Surf Disguised as Google Bot

Sure will be one or the other when "Googling", especially in the "Images" search mode, noticed that contained oddly pictures and data from access guns pages in the search index. Such results are characterized in that one does not get further on the landing page without previous login or user account.

But as the Google bot then came to the world, finally he did so in the search index?

The answer are HTTP headers, such as the browser id distinguish identify the Google bot as a bot and from the normal web surfers. Some Site Admins have therefore a browser switch tinkered certain bots to pass through, but requires normal web surfers an application.

This makes the content of a site for the Google bots available without so equal for the general release. Background for such behavior is, of course, that some sites owe their popularity to search engines respectively their findability, but derives its revenues by ABO, pay-per-view or similar models, which definitely require a user login.
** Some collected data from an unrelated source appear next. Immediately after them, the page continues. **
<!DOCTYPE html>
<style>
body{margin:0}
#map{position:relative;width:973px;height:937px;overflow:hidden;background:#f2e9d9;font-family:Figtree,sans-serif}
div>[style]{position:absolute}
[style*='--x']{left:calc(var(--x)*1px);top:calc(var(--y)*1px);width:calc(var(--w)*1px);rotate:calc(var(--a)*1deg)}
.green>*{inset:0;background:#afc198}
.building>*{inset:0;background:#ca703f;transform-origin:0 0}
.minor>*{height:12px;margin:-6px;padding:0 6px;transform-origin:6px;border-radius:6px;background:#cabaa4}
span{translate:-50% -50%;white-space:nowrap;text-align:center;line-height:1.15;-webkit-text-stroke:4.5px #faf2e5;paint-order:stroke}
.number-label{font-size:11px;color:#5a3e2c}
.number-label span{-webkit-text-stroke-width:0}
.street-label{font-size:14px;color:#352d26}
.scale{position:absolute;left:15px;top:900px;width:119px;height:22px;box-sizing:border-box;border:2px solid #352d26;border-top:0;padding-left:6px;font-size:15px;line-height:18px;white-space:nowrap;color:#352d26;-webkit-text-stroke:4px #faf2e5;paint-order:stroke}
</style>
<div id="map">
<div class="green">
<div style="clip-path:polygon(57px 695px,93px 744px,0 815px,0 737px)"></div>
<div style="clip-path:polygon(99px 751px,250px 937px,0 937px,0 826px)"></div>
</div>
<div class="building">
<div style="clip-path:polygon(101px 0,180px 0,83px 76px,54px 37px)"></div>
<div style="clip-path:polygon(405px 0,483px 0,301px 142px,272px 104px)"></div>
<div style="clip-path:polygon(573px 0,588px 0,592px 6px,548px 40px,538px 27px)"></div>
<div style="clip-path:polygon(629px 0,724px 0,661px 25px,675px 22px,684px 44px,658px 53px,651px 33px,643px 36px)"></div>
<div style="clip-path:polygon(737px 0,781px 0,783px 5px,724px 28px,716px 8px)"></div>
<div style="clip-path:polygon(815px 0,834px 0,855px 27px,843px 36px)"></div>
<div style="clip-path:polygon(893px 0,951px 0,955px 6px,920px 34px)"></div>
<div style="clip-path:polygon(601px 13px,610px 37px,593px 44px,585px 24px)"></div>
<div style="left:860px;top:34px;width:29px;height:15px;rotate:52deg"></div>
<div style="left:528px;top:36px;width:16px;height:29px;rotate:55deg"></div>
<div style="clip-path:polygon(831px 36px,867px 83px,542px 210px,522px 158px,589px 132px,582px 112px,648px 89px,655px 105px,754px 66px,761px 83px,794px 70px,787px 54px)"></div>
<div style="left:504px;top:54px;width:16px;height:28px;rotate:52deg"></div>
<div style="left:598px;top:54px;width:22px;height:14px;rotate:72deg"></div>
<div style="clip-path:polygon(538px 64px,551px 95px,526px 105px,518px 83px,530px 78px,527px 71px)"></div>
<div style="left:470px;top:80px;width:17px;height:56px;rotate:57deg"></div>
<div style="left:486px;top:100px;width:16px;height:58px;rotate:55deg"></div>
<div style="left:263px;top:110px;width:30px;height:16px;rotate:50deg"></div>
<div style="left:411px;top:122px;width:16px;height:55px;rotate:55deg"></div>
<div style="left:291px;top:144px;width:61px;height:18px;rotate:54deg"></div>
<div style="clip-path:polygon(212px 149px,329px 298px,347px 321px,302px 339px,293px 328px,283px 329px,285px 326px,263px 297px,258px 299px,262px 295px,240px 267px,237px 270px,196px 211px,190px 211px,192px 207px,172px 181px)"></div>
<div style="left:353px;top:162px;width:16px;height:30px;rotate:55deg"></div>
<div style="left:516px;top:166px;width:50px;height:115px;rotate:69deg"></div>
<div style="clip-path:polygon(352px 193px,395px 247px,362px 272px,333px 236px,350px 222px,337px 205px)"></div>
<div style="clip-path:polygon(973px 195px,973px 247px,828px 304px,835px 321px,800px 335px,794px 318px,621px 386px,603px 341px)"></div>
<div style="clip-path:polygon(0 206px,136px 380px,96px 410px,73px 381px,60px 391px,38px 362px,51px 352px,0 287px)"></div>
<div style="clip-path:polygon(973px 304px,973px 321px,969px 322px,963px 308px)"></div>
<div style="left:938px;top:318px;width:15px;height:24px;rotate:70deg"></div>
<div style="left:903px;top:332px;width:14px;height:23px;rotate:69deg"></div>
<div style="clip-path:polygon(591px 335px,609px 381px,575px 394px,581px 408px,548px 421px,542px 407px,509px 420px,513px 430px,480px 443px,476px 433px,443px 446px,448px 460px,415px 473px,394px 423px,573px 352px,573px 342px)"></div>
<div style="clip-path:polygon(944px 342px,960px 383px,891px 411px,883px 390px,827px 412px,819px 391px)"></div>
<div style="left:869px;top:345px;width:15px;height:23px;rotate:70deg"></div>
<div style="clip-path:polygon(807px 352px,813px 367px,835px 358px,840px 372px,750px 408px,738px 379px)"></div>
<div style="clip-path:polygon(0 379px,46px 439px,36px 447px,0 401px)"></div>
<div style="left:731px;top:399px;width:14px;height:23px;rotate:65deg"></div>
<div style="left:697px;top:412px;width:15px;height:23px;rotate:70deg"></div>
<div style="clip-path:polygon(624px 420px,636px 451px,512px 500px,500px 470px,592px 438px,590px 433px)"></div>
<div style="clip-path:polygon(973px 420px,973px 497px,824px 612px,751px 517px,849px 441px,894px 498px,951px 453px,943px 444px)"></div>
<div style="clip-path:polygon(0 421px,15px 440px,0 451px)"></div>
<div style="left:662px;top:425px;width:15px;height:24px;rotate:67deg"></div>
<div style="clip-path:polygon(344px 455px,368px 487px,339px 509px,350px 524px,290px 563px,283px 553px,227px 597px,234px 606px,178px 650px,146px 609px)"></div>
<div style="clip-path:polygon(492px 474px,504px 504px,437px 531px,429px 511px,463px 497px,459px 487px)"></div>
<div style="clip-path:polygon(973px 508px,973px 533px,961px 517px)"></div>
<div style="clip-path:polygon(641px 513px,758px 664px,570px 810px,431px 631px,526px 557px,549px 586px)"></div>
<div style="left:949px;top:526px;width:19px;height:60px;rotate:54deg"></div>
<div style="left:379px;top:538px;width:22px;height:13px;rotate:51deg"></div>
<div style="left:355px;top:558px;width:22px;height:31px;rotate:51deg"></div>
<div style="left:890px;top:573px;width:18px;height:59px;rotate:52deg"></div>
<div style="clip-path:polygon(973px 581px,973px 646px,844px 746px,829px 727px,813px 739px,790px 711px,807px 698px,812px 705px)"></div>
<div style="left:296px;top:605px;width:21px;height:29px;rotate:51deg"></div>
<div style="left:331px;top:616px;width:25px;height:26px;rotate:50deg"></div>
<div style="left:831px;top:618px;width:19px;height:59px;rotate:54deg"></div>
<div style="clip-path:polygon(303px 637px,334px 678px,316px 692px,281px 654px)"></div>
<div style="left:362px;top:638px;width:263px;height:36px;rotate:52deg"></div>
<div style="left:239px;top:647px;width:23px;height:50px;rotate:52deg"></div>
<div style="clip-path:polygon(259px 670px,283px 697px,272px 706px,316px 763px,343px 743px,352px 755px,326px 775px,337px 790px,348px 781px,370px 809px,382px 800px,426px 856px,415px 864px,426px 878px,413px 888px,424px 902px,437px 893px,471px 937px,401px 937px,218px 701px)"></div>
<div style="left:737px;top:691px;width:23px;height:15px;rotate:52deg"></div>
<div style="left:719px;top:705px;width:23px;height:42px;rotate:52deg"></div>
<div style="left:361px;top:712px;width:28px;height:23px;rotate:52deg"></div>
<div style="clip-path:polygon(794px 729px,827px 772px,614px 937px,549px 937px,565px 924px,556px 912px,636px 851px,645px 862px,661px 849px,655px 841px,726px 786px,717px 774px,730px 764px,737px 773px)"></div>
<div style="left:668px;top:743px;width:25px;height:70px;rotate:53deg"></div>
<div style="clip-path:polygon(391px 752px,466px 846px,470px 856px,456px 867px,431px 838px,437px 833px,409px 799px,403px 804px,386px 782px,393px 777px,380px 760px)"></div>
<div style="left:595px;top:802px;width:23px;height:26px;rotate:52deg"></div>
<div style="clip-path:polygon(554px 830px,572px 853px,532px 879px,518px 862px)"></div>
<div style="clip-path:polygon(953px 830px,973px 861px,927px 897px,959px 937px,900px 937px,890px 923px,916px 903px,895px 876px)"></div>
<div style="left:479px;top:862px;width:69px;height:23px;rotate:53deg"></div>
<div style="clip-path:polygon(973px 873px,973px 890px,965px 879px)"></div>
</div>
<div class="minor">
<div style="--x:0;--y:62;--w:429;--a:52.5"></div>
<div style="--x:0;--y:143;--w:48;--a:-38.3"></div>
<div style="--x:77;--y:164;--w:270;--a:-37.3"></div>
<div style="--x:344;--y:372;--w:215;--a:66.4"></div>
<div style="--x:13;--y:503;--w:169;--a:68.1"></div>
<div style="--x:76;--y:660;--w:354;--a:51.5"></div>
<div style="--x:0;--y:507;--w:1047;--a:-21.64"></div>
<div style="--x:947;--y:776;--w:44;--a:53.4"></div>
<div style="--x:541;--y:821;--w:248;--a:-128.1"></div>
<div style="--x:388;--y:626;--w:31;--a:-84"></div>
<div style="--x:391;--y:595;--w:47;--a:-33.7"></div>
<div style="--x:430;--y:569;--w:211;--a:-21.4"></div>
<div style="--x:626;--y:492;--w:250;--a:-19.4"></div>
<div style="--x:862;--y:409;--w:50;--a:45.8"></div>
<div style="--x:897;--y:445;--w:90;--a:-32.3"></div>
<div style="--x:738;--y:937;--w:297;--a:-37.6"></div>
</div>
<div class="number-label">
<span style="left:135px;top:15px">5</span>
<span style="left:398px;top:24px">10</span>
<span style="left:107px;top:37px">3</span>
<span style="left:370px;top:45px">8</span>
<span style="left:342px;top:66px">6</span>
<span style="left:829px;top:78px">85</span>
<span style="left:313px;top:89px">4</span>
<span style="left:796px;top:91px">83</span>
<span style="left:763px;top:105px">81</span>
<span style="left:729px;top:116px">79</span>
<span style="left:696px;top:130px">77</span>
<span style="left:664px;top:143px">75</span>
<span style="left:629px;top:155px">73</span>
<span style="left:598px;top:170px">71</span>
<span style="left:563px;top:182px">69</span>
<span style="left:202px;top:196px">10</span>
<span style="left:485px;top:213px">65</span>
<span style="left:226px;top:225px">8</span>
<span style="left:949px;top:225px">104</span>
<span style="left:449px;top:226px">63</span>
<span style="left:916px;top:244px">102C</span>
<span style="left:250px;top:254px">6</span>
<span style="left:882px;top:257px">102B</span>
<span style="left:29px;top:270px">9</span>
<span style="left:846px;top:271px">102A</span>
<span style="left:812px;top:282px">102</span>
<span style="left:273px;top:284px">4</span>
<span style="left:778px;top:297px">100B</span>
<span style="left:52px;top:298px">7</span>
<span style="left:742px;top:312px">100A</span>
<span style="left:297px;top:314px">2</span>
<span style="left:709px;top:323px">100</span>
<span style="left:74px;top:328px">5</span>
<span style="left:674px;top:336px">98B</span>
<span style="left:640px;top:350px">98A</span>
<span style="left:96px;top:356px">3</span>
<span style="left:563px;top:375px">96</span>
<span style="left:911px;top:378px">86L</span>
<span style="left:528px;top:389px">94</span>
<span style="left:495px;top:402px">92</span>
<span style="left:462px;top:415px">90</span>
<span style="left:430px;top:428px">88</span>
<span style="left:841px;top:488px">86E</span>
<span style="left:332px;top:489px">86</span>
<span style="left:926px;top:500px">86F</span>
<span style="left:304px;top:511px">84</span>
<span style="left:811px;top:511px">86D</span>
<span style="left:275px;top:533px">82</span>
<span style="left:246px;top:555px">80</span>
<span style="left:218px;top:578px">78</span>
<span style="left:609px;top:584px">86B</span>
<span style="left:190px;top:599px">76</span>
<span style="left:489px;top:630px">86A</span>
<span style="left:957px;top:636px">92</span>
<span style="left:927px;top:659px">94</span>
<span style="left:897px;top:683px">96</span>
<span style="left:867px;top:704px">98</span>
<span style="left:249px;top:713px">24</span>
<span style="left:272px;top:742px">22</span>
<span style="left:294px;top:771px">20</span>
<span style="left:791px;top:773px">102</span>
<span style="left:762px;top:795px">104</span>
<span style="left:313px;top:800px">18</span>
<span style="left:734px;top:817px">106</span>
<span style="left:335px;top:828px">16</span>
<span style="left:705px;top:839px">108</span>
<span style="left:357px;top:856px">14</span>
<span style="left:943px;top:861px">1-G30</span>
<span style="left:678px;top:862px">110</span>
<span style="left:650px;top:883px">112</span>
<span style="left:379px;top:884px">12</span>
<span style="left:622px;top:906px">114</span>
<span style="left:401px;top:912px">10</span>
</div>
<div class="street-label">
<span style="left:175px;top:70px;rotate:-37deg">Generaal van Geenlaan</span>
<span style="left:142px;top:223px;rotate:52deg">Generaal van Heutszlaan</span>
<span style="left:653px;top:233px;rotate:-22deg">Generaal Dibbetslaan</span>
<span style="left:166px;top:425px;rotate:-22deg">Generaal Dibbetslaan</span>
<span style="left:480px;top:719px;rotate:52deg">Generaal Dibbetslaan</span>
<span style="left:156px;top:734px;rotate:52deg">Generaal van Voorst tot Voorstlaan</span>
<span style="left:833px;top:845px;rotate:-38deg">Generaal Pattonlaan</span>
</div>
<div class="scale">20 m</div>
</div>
But even for such Browerweichen there are elegant way to circumvent this as a normal user. Surely you can manipulate the HTTP header of the browser directly, which means Firefox Extensions even goes pretty easy. The course requires some knowledge and some handles.

It is better because of the way through a Web proxy as Be-The-Bot, must they not change the browser and the access to certain sites are "more or less" anonymous through the proxy.


  1. As interesting as the theory is: it must be already a legal Unversed SiteAdmin act when he granted access to Google in this way is actually protected content. Because Google has actually protected content, the ability to define appropriate access. So Google may log the visit itself and crawl the content.

    Nevertheless, an interesting article, and perhaps actually uses yes the one or the other Site Admin only one type "HTTP header" Soft. But I would recommend to anyone, not emulate this. 😉

  2. Now that's a well-written article, thanks. You must process first. Generally I find the blog easily accessible.